Should Josh Hader command more money than Edwin Díaz?
Josh Hader is about to get paid.
After another spectacular All-Star season, the long-locked lefty is now spelunking his way through free agency for the first time in his career. And it’s no secret that the former Brewers and Padres closer is seeking to surpass Edwin Díaz‘s record for the largest contract ever given out to a relief pitcher.
Díaz, who electrified baseball in 2022 with a 1.31 ERA and 17.1 strikeouts per nine innings amid an avalanche of trumpets, earned a hefty five-year, $102 million contract last winter. He subsequently tore his ACL in a freak accident while celebrating a win in the World Baseball Classic and missed the entire 2023 season.
The offseason rumors surrounding Hader, who rebounded last year from a lackluster 2022, have been few and far between as spring training edges ever closer. By the time pitchers and catchers report next month, Hader will likely have found a suitor, but whether he’ll have succeeded in overtaking Díaz as the highest-paid bullpen arm remains to be seen.
All of which begs two questions: (1) Should Hader get more than Díaz? (2) Will Hader get more than Díaz?
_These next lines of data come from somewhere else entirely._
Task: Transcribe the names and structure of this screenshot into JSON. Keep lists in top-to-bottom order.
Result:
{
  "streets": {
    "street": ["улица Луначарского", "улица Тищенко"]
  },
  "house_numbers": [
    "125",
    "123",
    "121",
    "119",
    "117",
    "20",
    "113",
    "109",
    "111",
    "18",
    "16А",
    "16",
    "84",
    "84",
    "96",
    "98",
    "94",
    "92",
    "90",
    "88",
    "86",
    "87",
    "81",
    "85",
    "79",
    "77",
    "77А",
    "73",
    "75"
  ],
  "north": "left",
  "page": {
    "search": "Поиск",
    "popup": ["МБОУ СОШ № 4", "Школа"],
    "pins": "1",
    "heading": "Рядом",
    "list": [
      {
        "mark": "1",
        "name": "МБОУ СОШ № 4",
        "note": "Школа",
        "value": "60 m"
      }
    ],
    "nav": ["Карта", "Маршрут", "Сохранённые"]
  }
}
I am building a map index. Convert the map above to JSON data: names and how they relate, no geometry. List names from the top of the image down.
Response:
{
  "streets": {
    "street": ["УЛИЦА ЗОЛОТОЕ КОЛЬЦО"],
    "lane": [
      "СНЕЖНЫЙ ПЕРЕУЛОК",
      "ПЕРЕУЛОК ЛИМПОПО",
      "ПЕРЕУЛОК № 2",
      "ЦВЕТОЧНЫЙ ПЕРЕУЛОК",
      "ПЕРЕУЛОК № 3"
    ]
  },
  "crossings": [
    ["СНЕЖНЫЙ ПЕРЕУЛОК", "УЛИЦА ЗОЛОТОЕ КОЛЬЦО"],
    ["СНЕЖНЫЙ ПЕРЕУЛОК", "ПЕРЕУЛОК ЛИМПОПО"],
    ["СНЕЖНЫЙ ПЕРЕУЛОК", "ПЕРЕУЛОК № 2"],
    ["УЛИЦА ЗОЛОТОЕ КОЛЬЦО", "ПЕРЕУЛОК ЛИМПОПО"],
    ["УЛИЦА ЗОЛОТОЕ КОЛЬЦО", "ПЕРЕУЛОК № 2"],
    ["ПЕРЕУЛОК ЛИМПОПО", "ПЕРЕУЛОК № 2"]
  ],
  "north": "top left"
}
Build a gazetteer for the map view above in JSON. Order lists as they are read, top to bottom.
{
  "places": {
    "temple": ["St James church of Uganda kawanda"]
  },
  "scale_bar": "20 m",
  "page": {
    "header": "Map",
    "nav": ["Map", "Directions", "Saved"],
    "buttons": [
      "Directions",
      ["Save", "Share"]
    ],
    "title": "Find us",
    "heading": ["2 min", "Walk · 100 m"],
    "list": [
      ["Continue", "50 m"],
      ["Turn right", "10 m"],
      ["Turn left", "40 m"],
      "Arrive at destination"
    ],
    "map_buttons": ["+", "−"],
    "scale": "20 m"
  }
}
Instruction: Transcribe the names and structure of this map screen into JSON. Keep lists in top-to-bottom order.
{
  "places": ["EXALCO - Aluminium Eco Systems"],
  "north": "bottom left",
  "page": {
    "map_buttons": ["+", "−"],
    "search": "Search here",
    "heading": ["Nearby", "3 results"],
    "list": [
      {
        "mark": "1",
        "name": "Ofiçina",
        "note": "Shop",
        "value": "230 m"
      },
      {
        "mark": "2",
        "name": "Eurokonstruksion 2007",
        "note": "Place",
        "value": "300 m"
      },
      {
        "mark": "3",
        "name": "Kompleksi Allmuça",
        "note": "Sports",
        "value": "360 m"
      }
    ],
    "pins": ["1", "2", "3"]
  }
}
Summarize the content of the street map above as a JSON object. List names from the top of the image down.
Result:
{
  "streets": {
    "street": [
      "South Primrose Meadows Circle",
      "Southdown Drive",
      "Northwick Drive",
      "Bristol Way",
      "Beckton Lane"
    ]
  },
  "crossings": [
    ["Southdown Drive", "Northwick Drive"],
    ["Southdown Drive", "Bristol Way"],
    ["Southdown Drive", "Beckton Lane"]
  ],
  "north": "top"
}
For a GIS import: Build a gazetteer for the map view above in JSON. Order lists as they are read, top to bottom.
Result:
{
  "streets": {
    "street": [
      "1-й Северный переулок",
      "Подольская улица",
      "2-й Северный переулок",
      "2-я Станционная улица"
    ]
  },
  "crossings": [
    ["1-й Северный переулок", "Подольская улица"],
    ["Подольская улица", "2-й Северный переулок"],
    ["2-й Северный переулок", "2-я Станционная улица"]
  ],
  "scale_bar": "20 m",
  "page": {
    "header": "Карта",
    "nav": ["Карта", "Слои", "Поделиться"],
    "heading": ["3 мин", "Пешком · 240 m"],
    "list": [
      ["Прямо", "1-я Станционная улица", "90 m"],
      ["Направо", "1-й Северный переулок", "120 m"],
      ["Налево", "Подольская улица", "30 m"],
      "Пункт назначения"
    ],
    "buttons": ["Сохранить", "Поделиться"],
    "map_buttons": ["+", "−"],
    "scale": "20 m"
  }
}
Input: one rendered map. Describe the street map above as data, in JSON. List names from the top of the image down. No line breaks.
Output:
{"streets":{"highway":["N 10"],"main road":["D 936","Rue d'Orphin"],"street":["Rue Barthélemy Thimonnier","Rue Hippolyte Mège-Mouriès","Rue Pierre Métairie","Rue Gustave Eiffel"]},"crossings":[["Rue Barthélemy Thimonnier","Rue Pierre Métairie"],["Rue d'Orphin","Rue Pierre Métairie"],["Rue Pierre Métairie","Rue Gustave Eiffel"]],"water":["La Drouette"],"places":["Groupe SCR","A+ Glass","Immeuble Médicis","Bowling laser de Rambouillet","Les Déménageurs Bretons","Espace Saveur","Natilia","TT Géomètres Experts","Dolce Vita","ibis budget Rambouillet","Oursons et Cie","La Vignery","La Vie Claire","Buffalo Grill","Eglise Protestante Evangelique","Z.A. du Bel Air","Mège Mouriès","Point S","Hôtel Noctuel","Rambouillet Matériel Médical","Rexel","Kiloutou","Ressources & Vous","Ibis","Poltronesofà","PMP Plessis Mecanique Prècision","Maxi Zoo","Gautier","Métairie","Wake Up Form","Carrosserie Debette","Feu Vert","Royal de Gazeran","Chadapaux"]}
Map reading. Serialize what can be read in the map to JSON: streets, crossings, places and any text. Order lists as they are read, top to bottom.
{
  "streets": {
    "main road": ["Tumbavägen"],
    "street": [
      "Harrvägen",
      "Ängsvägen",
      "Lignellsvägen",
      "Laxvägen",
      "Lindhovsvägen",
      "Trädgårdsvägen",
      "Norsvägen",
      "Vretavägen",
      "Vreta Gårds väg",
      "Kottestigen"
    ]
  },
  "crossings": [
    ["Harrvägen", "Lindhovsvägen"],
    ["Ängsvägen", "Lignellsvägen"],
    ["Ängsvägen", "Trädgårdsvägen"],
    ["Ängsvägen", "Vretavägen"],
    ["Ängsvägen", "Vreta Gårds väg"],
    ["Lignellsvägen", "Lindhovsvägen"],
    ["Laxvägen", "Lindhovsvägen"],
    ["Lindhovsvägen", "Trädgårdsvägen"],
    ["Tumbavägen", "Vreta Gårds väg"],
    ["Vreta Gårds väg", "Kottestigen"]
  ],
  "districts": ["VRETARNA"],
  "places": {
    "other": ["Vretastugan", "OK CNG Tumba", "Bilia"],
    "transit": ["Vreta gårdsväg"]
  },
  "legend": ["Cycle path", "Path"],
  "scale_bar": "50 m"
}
Beyond the surface level numbers, the two hurlers have had a relatively similar career trajectory. Both have been remarkably dominant aside from one major blip of a season. For Díaz, that was his first year with the Mets back in 2019 in which he posted a disastrous 5.59 ERA across 58 homer-prone innings. For Hader, it was 2022, during which he was traded from Milwaukee to San Diego after a lackluster first half and proceeded to stink up the farm even further in Southern California and ended the season with a 5.22 ERA.
It’s also worth noting thatDíaz entered free agency with something Hader does not: one of the richest men in the world on his side and oodles of cultural cachet. Mets owner Steve Cohen and his endless pockets of monopoly money, splashed that overwhelming landslide of dollar bills on Díaz’s head before the Puerto Rican flamethrower even reached free agency.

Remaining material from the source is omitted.